• [Exercise instructions]: Your answer should consist of each line below that contains the string "value".

[Records from a dataset]
┄┄┄┄┄┄

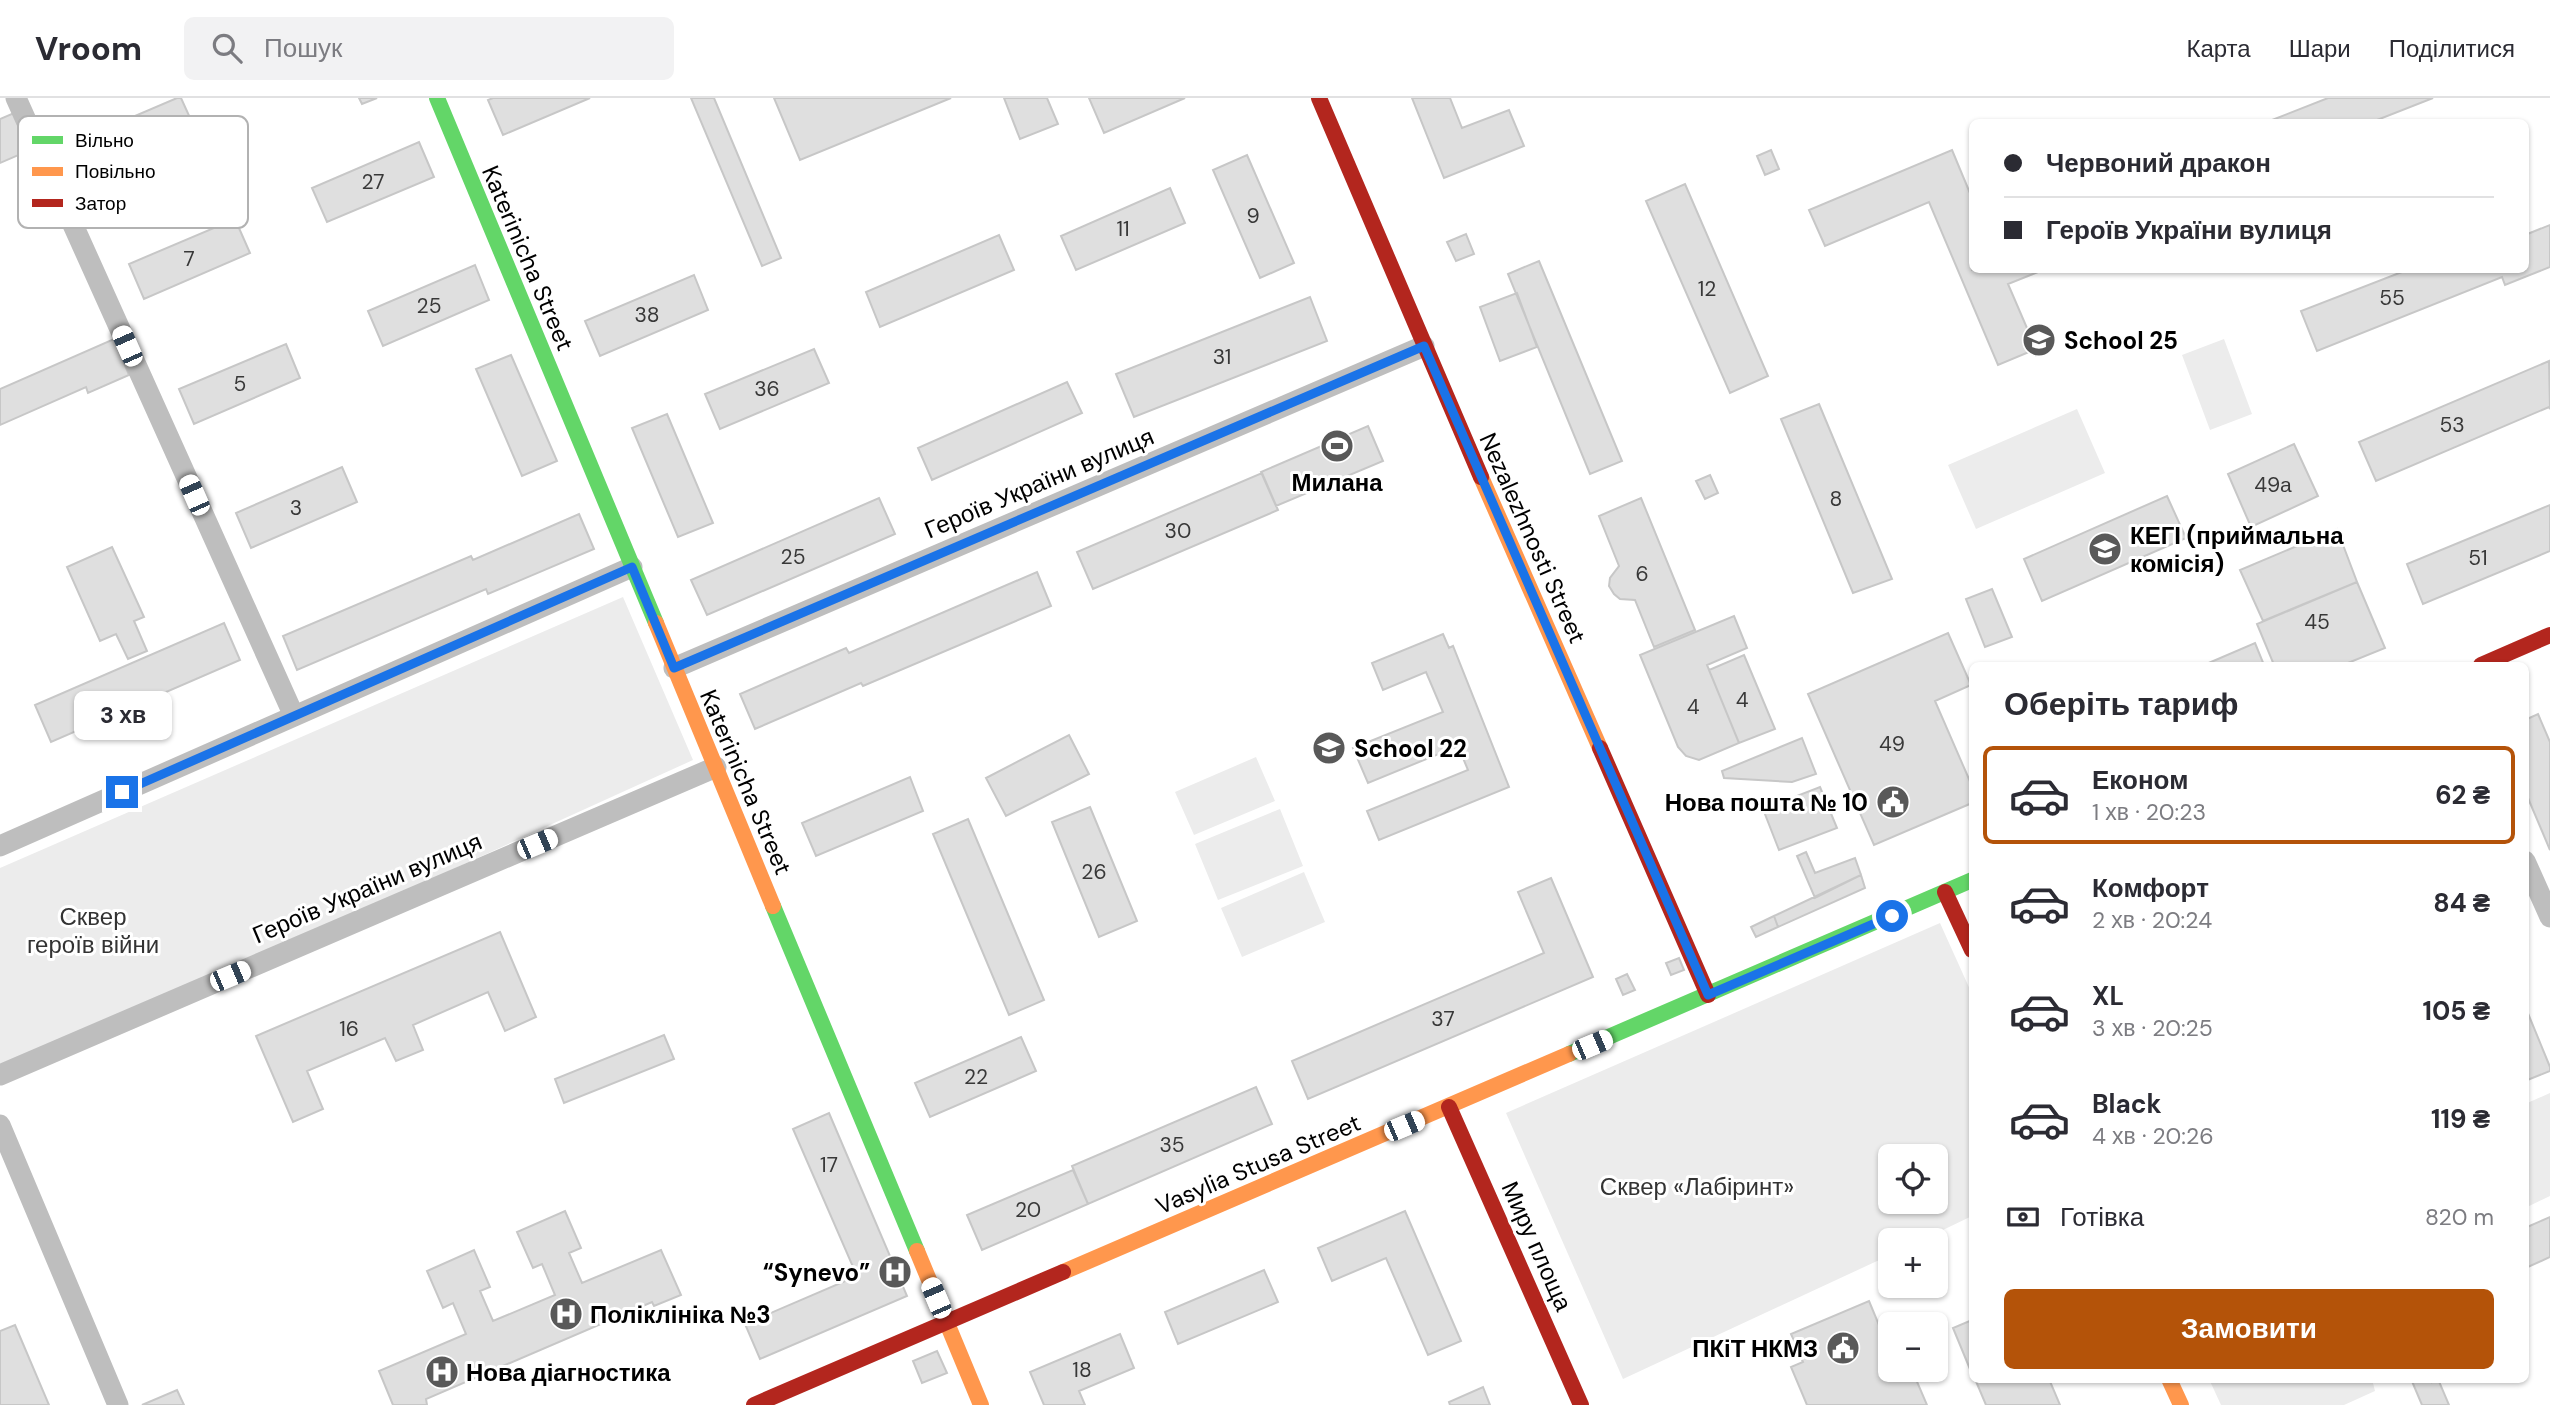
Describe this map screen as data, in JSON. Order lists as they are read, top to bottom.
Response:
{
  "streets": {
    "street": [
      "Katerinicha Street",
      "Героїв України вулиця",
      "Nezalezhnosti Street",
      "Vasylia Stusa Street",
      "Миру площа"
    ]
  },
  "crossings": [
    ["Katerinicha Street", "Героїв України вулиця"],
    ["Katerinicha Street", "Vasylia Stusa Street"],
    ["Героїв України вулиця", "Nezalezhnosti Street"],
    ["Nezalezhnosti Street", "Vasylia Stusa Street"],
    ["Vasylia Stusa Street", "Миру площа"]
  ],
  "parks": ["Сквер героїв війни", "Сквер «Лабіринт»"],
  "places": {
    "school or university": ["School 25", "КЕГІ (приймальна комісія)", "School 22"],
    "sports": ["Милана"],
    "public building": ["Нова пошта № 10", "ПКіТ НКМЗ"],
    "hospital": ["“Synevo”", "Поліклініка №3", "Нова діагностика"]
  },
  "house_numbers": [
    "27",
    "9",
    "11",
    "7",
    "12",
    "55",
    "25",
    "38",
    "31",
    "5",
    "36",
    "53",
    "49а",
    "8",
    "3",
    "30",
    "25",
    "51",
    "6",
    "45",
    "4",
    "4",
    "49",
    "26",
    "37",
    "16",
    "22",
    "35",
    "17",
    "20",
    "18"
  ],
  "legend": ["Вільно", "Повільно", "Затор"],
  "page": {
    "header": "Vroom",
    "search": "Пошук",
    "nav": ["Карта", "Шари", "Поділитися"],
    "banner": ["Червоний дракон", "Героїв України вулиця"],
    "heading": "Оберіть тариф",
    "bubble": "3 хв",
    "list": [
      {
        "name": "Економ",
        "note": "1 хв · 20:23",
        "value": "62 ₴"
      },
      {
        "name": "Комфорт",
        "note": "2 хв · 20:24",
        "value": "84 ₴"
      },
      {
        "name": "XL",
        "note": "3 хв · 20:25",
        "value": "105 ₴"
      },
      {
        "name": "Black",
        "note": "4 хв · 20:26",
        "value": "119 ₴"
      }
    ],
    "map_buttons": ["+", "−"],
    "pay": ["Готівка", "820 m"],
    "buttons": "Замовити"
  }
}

┄┄┄┄┄┄

• [The answer]:
        "value": "62 ₴"
        "value": "84 ₴"
        "value": "105 ₴"
        "value": "119 ₴"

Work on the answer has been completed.